Prins Willem V (1948)
gang plank of the Prins Willem V salvaged 1954
Auction notice mailer for the Prins Willem V
Max Nohl holding Prins Willem V model
Prins Willem V Stowage Plan
Letter accepting Nohl's settlement.
By The Numbers
Lives Lost
Depth (ft)
Service History

The Prins Willem V was constructed as a St. Lawrence canal sized, steel hulled, five cylinder diesel powered, packet freigter so she could trade between Northern European Ports and the Great Lakes Ports. 1939 was the year that the Oranje Lines of Holland placed the order for the Prins Willem V to be built along with the Prins Willem IV and the Prins Alexander. They were built by the Van Vlier Company of Norway, but in May of 1940, invading German forces stopped construction about 2/3rds of the way through. The "Willie's" keel was laid in 1939, but she was not completed until 1948, the long delay was due to the Nazis intentionally sinking her with explosives near the south shore of Rotterdam harbor in October of 1944 to impede the liberating forces by blocking a crucial waterway. After the war, on December 11, 1947 the Van Vlier Company had her afloat and then cleaned, reconditioned and completed the construction, including rebuilding the diesel engines.
Final Voyage

On October 14,1954, the Prins Willem V departed Milwaukee with a mixed cargo during heavy overcast skies and strong winds. She collided with the towing cables of the fully loaded Sinclair Oil Company's Barge 12 (in tow of the tug Chicago) three miles off Milwaukee Harbor and sank in nearly 90 feet of water. This was the third round trip for the season between ports of the lower Great Lakes and Europe and she was outbound from Milwaukee to lower lake ports. The 30 member crew of the Prins WillemV was rescued by the Milwaukee Coast Guard cutter Hollyhock. Owners filed suit against Sinclair Refining Co. for $2,000,000 in damages; alleging that the barge was not equipped with running lights, the tug was inadequately lit and the tow was unseaworthy and carelessly handled.

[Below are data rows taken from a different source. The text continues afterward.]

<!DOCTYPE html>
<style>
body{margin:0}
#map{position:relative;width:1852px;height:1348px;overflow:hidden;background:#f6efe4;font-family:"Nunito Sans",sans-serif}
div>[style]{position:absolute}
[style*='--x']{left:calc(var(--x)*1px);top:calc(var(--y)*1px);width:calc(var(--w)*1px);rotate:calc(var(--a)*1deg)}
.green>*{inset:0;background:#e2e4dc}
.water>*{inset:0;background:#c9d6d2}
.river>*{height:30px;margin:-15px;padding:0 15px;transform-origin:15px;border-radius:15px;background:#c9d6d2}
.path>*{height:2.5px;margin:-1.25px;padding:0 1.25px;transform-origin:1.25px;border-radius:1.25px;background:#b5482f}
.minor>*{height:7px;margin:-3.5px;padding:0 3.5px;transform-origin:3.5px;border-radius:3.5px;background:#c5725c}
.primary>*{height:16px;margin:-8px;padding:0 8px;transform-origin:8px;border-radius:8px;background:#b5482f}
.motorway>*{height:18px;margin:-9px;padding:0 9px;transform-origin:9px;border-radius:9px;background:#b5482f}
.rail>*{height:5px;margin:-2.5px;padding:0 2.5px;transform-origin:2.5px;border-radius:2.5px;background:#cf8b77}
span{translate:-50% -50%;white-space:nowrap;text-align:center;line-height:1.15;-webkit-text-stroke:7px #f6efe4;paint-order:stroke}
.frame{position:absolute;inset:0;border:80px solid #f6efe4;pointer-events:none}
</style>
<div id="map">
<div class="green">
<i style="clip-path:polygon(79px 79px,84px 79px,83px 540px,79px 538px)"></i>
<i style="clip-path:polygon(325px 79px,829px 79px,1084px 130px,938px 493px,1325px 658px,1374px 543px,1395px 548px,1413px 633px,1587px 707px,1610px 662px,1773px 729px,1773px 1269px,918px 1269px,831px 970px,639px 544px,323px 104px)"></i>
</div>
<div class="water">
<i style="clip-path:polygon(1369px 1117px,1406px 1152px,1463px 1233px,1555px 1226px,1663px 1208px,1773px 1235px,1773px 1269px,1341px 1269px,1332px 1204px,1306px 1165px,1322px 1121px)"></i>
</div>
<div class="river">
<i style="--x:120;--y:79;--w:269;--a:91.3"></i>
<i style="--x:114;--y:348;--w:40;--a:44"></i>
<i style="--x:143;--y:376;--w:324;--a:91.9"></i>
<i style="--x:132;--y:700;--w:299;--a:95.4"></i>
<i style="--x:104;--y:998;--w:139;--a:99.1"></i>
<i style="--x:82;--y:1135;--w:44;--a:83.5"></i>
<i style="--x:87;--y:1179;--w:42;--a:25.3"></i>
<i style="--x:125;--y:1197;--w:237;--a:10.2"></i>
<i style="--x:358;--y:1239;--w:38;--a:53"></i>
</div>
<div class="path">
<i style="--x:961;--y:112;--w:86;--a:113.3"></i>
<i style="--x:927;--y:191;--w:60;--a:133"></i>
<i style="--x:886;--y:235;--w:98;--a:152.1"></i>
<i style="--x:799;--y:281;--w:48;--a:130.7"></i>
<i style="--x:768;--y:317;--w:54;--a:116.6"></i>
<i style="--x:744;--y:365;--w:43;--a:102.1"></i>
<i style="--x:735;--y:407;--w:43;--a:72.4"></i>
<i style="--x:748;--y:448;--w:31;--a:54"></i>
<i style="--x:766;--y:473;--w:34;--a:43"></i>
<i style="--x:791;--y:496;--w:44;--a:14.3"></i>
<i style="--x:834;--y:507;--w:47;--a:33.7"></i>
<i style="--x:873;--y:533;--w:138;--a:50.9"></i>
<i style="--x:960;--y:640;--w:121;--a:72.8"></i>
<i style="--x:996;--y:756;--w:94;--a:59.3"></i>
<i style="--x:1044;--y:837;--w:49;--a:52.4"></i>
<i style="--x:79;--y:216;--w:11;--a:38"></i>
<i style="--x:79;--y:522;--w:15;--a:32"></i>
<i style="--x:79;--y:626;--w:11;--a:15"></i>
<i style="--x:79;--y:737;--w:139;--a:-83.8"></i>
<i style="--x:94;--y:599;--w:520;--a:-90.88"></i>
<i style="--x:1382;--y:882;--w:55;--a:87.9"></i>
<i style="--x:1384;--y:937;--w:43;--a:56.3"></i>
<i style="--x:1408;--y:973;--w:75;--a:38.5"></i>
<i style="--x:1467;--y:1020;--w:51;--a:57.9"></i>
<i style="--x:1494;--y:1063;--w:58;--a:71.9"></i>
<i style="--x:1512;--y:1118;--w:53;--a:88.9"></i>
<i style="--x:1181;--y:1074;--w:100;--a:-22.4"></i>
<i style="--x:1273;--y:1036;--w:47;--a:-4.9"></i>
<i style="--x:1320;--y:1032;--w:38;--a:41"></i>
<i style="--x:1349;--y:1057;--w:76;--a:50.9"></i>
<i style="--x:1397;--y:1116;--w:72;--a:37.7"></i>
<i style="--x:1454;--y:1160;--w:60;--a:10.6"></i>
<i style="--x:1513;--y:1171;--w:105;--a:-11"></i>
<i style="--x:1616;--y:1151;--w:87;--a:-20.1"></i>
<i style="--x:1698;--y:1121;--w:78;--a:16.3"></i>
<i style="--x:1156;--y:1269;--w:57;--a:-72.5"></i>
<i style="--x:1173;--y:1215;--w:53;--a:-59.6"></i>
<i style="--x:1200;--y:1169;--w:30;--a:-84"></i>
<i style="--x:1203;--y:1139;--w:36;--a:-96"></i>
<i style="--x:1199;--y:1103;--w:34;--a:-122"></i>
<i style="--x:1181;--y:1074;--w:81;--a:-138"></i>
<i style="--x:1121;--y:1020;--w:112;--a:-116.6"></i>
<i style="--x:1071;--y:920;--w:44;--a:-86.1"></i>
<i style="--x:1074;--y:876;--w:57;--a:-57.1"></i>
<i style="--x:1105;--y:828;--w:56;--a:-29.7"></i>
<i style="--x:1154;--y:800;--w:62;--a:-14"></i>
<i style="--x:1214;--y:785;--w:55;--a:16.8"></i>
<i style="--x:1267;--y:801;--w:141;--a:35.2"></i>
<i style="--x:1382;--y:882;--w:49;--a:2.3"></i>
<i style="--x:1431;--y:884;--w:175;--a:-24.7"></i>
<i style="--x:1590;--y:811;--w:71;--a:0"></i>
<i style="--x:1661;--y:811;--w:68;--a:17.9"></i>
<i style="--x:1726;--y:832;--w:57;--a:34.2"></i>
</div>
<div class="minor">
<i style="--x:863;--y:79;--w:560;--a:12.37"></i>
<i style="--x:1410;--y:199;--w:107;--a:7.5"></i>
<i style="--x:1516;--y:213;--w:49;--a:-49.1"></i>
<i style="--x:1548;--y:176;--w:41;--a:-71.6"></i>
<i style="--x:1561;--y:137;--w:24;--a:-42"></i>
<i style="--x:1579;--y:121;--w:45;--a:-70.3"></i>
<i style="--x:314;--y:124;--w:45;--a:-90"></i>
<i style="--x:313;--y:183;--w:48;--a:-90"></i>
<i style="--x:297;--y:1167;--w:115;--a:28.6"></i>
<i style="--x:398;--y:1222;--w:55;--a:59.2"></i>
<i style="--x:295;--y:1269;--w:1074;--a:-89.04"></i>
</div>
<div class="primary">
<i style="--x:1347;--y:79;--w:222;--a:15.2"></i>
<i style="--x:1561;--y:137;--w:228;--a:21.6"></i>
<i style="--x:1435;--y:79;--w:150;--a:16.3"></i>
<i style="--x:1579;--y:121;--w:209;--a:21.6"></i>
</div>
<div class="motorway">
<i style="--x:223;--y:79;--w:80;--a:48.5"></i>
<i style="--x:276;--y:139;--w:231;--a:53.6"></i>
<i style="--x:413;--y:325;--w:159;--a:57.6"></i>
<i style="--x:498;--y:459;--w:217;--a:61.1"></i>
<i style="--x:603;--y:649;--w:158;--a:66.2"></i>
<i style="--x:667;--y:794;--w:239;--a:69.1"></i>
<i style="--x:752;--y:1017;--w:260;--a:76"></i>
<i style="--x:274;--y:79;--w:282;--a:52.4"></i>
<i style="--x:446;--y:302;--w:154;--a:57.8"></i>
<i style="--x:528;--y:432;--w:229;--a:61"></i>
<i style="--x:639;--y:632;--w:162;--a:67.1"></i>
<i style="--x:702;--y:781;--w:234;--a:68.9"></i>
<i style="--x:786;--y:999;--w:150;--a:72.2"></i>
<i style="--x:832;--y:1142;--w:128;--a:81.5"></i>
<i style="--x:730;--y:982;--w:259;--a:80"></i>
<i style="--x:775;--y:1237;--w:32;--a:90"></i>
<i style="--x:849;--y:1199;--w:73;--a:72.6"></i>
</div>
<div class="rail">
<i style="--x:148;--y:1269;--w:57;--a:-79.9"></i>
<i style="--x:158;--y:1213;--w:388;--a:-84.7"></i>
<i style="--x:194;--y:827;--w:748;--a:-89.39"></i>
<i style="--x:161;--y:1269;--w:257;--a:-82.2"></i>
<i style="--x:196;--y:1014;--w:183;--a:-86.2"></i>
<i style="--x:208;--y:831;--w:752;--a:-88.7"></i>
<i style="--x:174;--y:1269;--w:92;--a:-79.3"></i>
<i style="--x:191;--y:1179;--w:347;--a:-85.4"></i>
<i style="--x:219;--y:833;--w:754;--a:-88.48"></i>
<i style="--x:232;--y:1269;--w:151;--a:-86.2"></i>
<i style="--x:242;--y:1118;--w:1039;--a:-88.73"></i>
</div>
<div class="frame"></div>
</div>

A Coast Guard board of inquiry was held which found both Captains to blame for the accident.

In Milwaukee, only six miles from where the vessel sank, lived Max Gene Nohl -- a native-Milwaukeean, diver, engineer, inventor, entrepreneur, underwater filmmaker, lecturer and World Record holder, for a record dive of 420-feet on December 1, 1937 in Lake Michigan. Nohl’s involvement started shortly after the October 1954 collision. The U.S. Army Corps of Engineers determined that part of the wreckage was deemed a hazard to navigation- or shallower than 40 feet. Because of this the Army Corps requested bids from contractors to clear either the entire wreck or portions that were considered an obstruction. Nohl won the bid at $50,000 and additionally gained the rights to ownership of the wreck. The work turned out to be incredibly easy, only a protruding gangplank needed to be removed, and the contract was fulfilled the following spring. The Army Corps of Engineers felt it was too easy and didn't warrant the pay. They threatened to take Nohl to court, but after a year, the suit was settled for $46,000 out of court. Most importantly, Max Nohl retained ownership of the wreck. His original goal was not to profit off the bid with the Corps of Engineers, but to raise the Prins Willem V and make his profit off selling a vessel that could be made whole again.

Max Nohl died in a car crash in early 1960. Up to this point, he had started several businesses and spent most of his time trying to salvage the "Willie". After his death, his beneficiaries auctioned off the Prins Willem V (the only known auction of a sunken vessel) and the new owner, General Fire Extinguisher Company, also tried to salvage the vessel without success. They ended up selling the Prins Willem V back to the trust for $1,000 for liability reasons.

Today, with the passing of the Abandoned Shipwreck Act of 1987, this well-known wreck diving destination is owned by the State of Wisconsin and managed by Wisconsin Historical Society for all to enjoy.

Notes: Evinrude Motors wanted to salvage some of their motors off the Willie to use them as a PR campaign. The hype would be that after being submerged on the bottom of Lake Michigan for years, the motors would start easily after minor maintenance work. Wurlitzer was hoping to do a similar campaign with their jukeboxes and pinball machines. At the time of Max’s death in 1960: “Two major television networks now are bidding for rights on a “Spectacular” on its raising."

Today Prins Willem V is without question the most visited shipwreck in Wisconsin. The wreck is very close to Milwaukee harbor and there are a plentitude of charters that operate from the city. With typically clear water conditions, and reasonably shallow depth; it often makes lists of the top five dive sites in the US within popular scuba magazines.

The wreck of the Prins Willem V is mostly intact, resting on its side in about 80 feet of water on a clay bottom. The ships machinery, cargo (printing presses, automobile parts, twine & band instruments) and equipment are intact; large open hatches may be found on deck. Large tanks used in a salvage attempts may be found along side the wreck.